10. The communication method between a plurality of bases according to any one of claims 9 to 9. 11. A connection device between a plurality of bases in a network connecting the plurality of bases, the communication device being configured to transmit communication data on a communication path between one base to which a terminal as a connection destination candidate belongs and a connection source. A connection device for distributing the connection destination of communication data having the same connection destination address by converting the connection destination address to the address of the connection destination terminal. 12. A connection device for connecting a first base and a global network in a network in which a first base and a second base are respectively connected via a VPN, wherein the communication passes through a VPN tunnel.

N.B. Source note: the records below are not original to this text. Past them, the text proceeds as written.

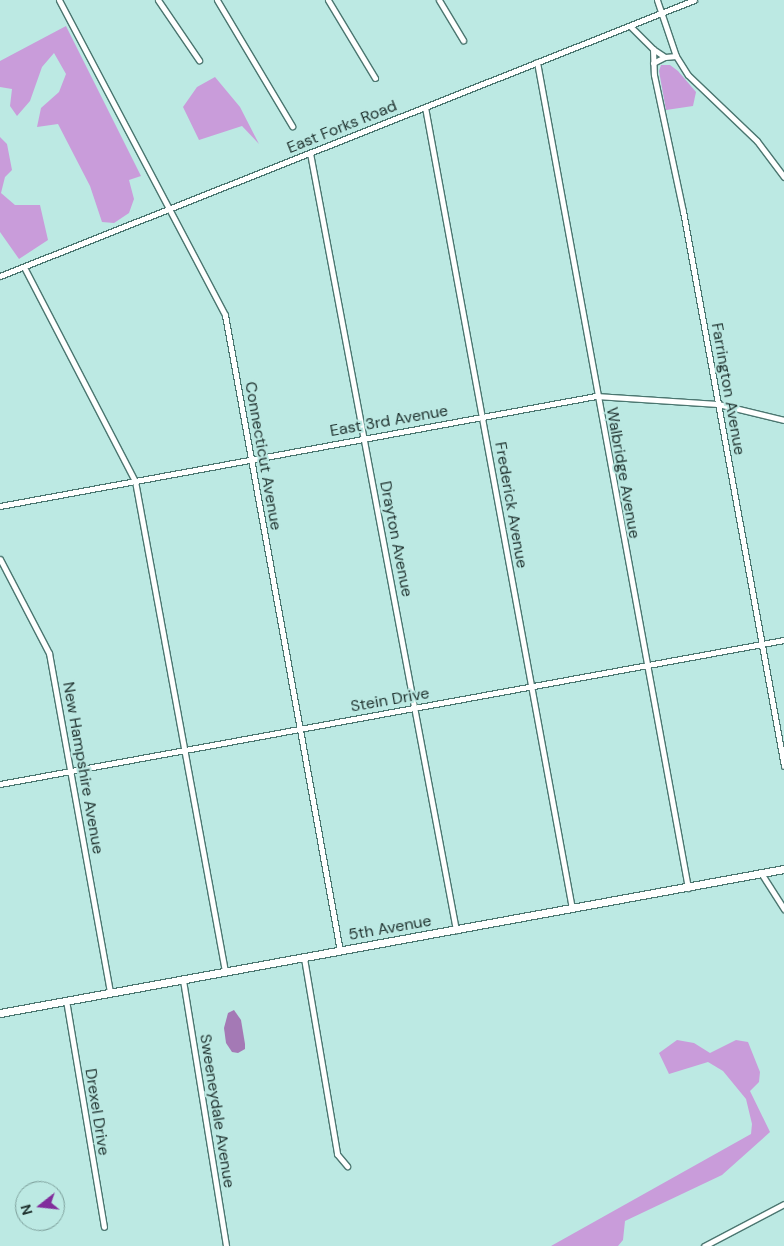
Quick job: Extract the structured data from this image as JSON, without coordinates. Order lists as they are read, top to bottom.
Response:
{
  "streets": {
    "main road": ["5th Avenue"],
    "street": [
      "East Forks Road",
      "Farrington Avenue",
      "East 3rd Avenue",
      "Connecticut Avenue",
      "Walbridge Avenue",
      "Frederick Avenue",
      "Drayton Avenue",
      "Stein Drive",
      "New Hampshire Avenue",
      "Sweeneydale Avenue",
      "Drexel Drive"
    ]
  },
  "crossings": [
    ["East Forks Road", "Connecticut Avenue"],
    ["East Forks Road", "Walbridge Avenue"],
    ["East Forks Road", "Frederick Avenue"],
    ["East Forks Road", "Drayton Avenue"],
    ["Farrington Avenue", "East 3rd Avenue"],
    ["Farrington Avenue", "Stein Drive"],
    ["East 3rd Avenue", "Connecticut Avenue"],
    ["East 3rd Avenue", "Walbridge Avenue"],
    ["East 3rd Avenue", "Frederick Avenue"],
    ["East 3rd Avenue", "Drayton Avenue"],
    ["Connecticut Avenue", "Stein Drive"],
    ["Connecticut Avenue", "5th Avenue"],
    ["Walbridge Avenue", "Stein Drive"],
    ["Walbridge Avenue", "5th Avenue"],
    ["Frederick Avenue", "Stein Drive"],
    ["Frederick Avenue", "5th Avenue"],
    ["Drayton Avenue", "Stein Drive"],
    ["Drayton Avenue", "5th Avenue"],
    ["Stein Drive", "New Hampshire Avenue"],
    ["New Hampshire Avenue", "5th Avenue"],
    ["5th Avenue", "Sweeneydale Avenue"],
    ["5th Avenue", "Drexel Drive"]
  ],
  "north": "left"
}
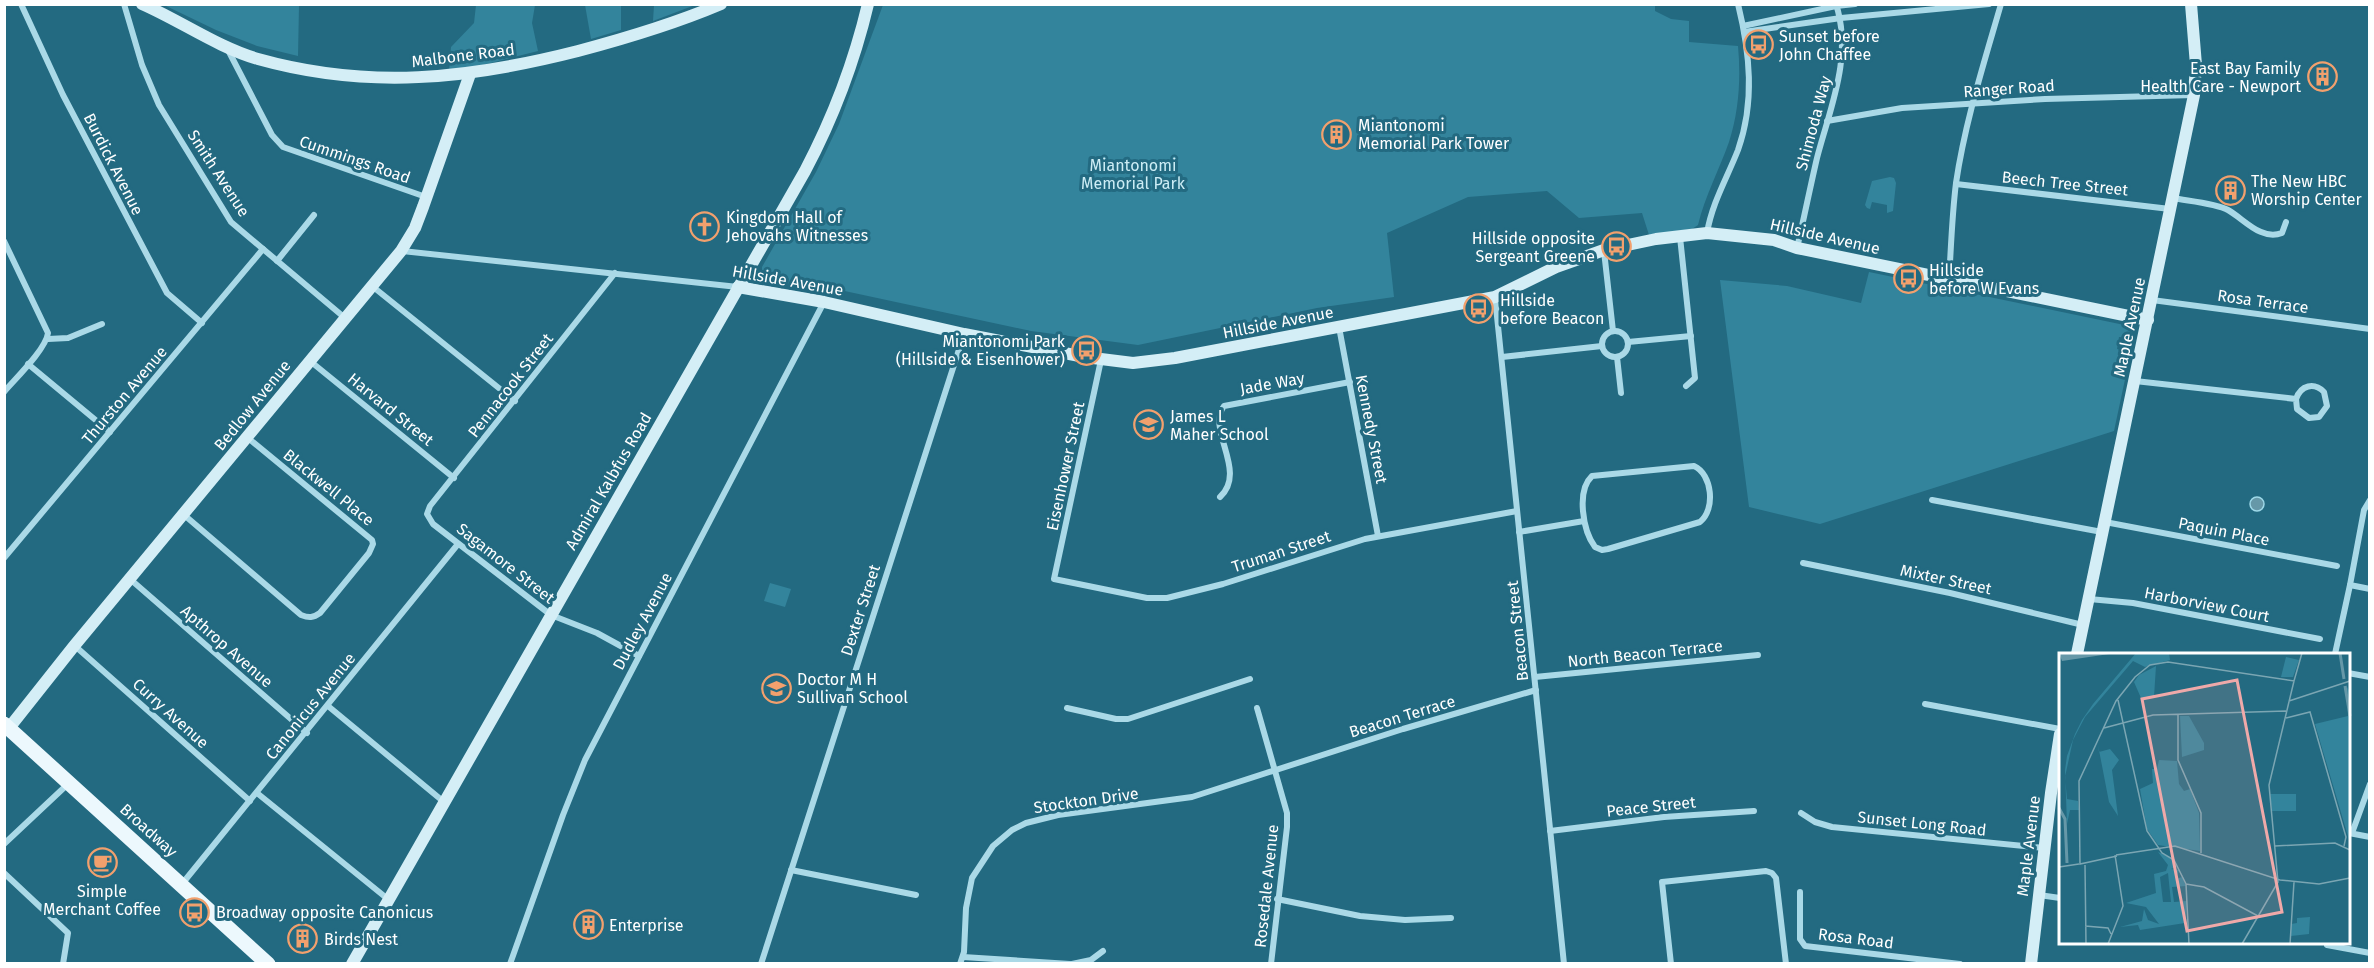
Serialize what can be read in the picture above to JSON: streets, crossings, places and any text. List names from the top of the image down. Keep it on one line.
{"streets":{"main road":["Broadway"],"street":["Malbone Road","Ranger Road","Shimoda Way","Cummings Road","Burdick Avenue","Smith Avenue","Beech Tree Street","Hillside Avenue","Rosa Terrace","Maple Avenue","Jade Way","Pennacook Street","Thurston Avenue","Bedlow Avenue","Harvard Street","Kennedy Street","Eisenhower Street","Admiral Kalbfus Road","Blackwell Place","Paquin Place","Truman Street","Sagamore Street","Mixter Street","Harborview Court","Dexter Street","Dudley Avenue","Beacon Street","Apthrop Avenue","North Beacon Terrace","Canonicus Avenue","Curry Avenue","Beacon Terrace","Stockton Drive","Peace Street","Sunset Long Road","Rosedale Avenue","Rosa Road"]},"crossings":[["Malbone Road","Cummings Road"],["Malbone Road","Bedlow Avenue"],["Ranger Road","Shimoda Way"],["Ranger Road","Maple Avenue"],["Shimoda Way","Hillside Avenue"],["Cummings Road","Bedlow Avenue"],["Burdick Avenue","Thurston Avenue"],["Smith Avenue","Thurston Avenue"],["Smith Avenue","Bedlow Avenue"],["Beech Tree Street","Maple Avenue"],["Hillside Avenue","Maple Avenue"],["Hillside Avenue","Pennacook Street"],["Hillside Avenue","Bedlow Avenue"],["Hillside Avenue","Kennedy Street"],["Hillside Avenue","Eisenhower Street"],["Hillside Avenue","Admiral Kalbfus Road"],["Hillside Avenue","Dexter Street"],["Hillside Avenue","Dudley Avenue"],["Hillside Avenue","Beacon Street"],["Rosa Terrace","Maple Avenue"],["Maple Avenue","Paquin Place"],["Maple Avenue","Mixter Street"],["Maple Avenue","Harborview Court"],["Maple Avenue","Sunset Long Road"],["Jade Way","Kennedy Street"],["Pennacook Street","Harvard Street"],["Pennacook Street","Sagamore Street"],["Bedlow Avenue","Harvard Street"],["Bedlow Avenue","Blackwell Place"],["Bedlow Avenue","Apthrop Avenue"],["Bedlow Avenue","Curry Avenue"],["Bedlow Avenue","Broadway"],["Kennedy Street","Truman Street"],["Eisenhower Street","Truman Street"],["Admiral Kalbfus Road","Sagamore Street"],["Truman Street","Beacon Street"],["Sagamore Street","Dudley Avenue"],["Sagamore Street","Canonicus Avenue"],["Beacon Street","North Beacon Terrace"],["Beacon Street","Beacon Terrace"],["Beacon Street","Peace Street"],["Apthrop Avenue","Canonicus Avenue"],["Canonicus Avenue","Curry Avenue"],["Canonicus Avenue","Broadway"],["Beacon Terrace","Stockton Drive"],["Beacon Terrace","Rosedale Avenue"],["Stockton Drive","Rosedale Avenue"]],"parks":["Miantonomi Memorial Park"],"places":{"bus stop":["Sunset before John Chaffee","Hillside opposite Sergeant Greene","Hillside before W Evans","Hillside before Beacon","Miantonomi Park (Hillside & Eisenhower)","Broadway opposite Canonicus"],"building":["East Bay Family Health Care - Newport","Miantonomi Memorial Park Tower","The New HBC Worship Center","Enterprise","Birds Nest"],"church":["Kingdom Hall of Jehovahs Witnesses"],"school or university":["James L Maher School","Doctor M H Sullivan School"],"cafe":["Simple Merchant Coffee"]}}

A connection device between a plurality of locations, comprising an address conversion means for converting a source or destination address of data for each VPN connection. 13. At the second base, only one terminal has V
When performing a PN connection and connecting this terminal to a specific terminal at the first base, the same address is assigned to the virtual interface added to the VPN tunnel at all the second bases, For the terminal to be connected to the terminal at the second base, the address is different from the address and all the second
13. The connection apparatus according to claim 12, wherein a common address is assigned between the bases, and the address conversion means converts the address of the communication data based on the address. 14. A connection device for connecting a first base and a global network in a network in which a first base and a plurality of second bases are respectively connected via VPNs, wherein the second base Then, only one terminal makes a VPN connection, and if this terminal connects to a specific terminal at the first base, the same is applied to the virtual interface added to the VPN tunnel at all the second bases. And a terminal different from the above-mentioned address for the terminal to which the terminal at the second base is connected.
A connection address between a plurality of locations, wherein a common address is allocated between the locations, and the address is used as a destination address or a source address of communication data passing through a VPN tunnel. 15. An apparatus according to claim 14, further comprising address conversion means for converting a source or destination address of communication data passing through a VPN tunnel based on the address for each VPN connection. Connection device. 16. The connection apparatus according to claim 13, further comprising a connection destination allocating means for allocating a connection destination based on the address converted by the address conversion means. 17. An unapplied global address is not used in a third base including the second base, and only one terminal is connected to the first base by a VPN connection in the second base. In the case of performing a VPN connection, at the time of VPN connection, the second base assigns the applied global address as an alias address to a terminal in the first base which is newly conscious, and the address conversion means communicates based on this address. 13. The method according to claim 12, wherein a data address is converted.
16. The connection device between a plurality of bases according to any one of 16. 18. The connection device between a plurality of bases according to claim 12, wherein all alias addresses used in the address conversion are provided in advance.